Provided records Start Marker

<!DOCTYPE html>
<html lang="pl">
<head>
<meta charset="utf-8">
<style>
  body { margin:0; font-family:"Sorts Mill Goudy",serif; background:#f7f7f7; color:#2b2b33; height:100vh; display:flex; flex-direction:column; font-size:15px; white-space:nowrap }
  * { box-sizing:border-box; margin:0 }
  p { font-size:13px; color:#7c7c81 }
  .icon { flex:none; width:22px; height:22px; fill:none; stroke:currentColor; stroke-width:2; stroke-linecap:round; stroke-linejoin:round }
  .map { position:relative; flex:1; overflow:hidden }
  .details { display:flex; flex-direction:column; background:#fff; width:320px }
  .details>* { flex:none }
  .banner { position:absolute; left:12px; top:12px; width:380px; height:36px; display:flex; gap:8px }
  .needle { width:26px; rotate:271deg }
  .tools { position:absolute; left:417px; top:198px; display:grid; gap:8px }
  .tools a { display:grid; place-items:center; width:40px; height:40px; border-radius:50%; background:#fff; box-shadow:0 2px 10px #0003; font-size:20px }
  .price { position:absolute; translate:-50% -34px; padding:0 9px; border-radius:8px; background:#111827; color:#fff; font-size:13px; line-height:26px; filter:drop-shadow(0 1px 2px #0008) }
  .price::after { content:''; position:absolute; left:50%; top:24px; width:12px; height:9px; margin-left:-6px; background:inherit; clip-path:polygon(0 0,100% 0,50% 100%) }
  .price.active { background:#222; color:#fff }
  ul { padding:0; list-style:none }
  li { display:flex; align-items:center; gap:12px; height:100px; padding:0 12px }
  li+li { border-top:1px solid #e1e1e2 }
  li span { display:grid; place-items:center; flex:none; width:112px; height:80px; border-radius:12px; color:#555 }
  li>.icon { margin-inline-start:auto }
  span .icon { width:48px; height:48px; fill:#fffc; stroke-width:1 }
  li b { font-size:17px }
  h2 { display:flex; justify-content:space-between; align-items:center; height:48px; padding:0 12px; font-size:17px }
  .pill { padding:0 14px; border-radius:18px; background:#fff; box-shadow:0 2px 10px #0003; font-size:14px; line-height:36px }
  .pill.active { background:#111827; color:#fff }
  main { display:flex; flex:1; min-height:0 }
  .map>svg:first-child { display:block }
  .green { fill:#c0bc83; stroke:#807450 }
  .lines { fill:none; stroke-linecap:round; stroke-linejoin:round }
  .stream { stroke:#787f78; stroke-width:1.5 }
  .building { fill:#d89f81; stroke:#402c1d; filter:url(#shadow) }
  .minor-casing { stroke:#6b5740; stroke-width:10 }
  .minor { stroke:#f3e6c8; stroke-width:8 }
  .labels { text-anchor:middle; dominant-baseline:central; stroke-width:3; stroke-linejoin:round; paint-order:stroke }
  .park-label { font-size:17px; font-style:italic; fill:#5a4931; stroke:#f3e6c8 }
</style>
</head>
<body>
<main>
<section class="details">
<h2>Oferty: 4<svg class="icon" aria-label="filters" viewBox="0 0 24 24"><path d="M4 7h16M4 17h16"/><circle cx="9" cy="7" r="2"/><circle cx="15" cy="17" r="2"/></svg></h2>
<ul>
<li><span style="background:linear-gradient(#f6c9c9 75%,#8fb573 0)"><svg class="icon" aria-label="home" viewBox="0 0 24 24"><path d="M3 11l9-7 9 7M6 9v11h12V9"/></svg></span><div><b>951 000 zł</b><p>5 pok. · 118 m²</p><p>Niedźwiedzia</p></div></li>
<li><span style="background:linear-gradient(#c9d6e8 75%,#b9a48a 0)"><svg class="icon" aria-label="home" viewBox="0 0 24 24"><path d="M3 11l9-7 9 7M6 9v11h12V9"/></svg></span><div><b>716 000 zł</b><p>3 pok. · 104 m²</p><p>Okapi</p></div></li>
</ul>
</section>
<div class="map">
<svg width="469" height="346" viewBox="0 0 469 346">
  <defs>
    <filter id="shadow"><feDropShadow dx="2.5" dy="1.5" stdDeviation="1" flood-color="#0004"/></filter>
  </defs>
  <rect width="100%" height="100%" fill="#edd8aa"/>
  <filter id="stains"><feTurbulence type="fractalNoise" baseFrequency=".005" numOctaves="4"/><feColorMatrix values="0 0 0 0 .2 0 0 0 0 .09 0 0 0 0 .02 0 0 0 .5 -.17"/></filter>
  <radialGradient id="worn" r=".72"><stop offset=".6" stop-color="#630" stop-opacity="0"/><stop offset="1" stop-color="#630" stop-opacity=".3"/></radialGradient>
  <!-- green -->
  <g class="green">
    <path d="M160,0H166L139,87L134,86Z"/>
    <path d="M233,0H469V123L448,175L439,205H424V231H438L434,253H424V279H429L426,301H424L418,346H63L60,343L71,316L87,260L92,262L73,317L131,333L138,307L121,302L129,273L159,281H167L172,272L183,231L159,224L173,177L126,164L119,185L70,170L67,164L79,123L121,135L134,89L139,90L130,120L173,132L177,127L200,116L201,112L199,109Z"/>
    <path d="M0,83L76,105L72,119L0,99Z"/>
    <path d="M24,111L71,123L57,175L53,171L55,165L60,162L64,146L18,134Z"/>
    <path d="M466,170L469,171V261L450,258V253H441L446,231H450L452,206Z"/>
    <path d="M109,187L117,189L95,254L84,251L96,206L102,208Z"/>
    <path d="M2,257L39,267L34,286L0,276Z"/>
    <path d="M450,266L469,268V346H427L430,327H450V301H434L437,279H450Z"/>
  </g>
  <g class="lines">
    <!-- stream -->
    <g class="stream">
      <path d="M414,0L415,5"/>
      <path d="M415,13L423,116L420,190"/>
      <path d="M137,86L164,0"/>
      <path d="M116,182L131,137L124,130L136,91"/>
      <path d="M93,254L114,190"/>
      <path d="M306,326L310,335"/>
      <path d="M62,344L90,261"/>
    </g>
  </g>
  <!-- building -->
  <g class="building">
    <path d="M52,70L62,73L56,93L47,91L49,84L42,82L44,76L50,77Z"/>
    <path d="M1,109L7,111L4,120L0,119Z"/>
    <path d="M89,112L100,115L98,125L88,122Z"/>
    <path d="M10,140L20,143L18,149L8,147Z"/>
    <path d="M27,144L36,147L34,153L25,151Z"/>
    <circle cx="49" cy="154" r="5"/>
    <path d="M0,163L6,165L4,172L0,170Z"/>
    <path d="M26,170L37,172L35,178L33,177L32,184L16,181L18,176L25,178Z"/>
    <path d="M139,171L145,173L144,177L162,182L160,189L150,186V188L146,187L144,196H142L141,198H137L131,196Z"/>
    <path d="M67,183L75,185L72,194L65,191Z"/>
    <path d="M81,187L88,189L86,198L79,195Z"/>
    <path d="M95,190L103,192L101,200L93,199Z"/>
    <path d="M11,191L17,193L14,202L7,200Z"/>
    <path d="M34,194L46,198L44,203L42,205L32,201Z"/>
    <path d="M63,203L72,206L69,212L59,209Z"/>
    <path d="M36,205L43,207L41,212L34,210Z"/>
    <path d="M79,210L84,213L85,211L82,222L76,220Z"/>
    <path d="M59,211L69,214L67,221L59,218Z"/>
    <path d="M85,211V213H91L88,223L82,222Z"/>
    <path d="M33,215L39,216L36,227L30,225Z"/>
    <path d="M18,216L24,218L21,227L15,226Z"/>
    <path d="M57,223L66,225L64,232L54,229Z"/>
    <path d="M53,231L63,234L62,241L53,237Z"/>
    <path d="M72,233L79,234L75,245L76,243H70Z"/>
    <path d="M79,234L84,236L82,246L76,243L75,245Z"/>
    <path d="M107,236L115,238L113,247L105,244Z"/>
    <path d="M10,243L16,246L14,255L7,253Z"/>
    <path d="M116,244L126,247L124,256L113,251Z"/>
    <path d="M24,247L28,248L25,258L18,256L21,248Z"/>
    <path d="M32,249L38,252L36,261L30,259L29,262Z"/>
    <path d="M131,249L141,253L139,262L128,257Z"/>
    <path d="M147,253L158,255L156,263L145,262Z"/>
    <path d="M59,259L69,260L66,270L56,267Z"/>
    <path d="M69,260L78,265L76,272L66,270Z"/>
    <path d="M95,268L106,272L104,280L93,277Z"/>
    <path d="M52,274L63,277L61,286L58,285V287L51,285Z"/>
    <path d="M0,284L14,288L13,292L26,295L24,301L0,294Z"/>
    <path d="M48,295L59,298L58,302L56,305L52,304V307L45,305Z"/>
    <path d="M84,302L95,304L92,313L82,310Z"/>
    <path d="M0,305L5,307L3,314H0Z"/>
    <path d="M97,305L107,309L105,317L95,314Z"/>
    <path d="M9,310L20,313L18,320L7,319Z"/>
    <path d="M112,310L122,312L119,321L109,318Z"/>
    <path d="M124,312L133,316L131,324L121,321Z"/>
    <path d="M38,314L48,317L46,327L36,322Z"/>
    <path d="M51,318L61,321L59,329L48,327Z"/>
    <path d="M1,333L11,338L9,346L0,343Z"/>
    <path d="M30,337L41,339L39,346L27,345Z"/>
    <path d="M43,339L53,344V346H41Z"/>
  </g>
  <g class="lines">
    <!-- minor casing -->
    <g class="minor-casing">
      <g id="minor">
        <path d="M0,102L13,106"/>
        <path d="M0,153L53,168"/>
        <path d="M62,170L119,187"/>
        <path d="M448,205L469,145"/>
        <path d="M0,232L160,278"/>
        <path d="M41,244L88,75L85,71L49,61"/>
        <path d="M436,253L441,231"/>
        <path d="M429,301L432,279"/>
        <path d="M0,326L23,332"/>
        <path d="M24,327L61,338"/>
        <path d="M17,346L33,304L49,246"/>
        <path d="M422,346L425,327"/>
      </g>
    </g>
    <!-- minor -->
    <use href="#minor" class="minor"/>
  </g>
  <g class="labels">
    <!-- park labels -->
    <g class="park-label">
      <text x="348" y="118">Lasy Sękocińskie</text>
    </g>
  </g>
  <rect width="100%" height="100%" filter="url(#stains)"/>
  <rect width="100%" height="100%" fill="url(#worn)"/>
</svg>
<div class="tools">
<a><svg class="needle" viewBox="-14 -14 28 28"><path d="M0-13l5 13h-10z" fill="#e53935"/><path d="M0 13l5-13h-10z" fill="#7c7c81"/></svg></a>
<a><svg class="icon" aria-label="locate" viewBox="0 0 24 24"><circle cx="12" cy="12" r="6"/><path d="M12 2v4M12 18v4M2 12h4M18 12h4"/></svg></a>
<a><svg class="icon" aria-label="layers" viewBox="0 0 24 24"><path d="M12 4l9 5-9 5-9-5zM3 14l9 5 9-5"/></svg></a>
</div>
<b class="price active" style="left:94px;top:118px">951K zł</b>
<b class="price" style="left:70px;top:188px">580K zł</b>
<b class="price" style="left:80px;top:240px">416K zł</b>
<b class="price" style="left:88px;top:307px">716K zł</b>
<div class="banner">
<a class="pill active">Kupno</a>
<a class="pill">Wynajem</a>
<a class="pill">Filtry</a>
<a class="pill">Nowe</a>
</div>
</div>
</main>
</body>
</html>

Provided records End Marker

Required action
In the entries above, count each line holding the word "none" and give that count alone.

Your solution
5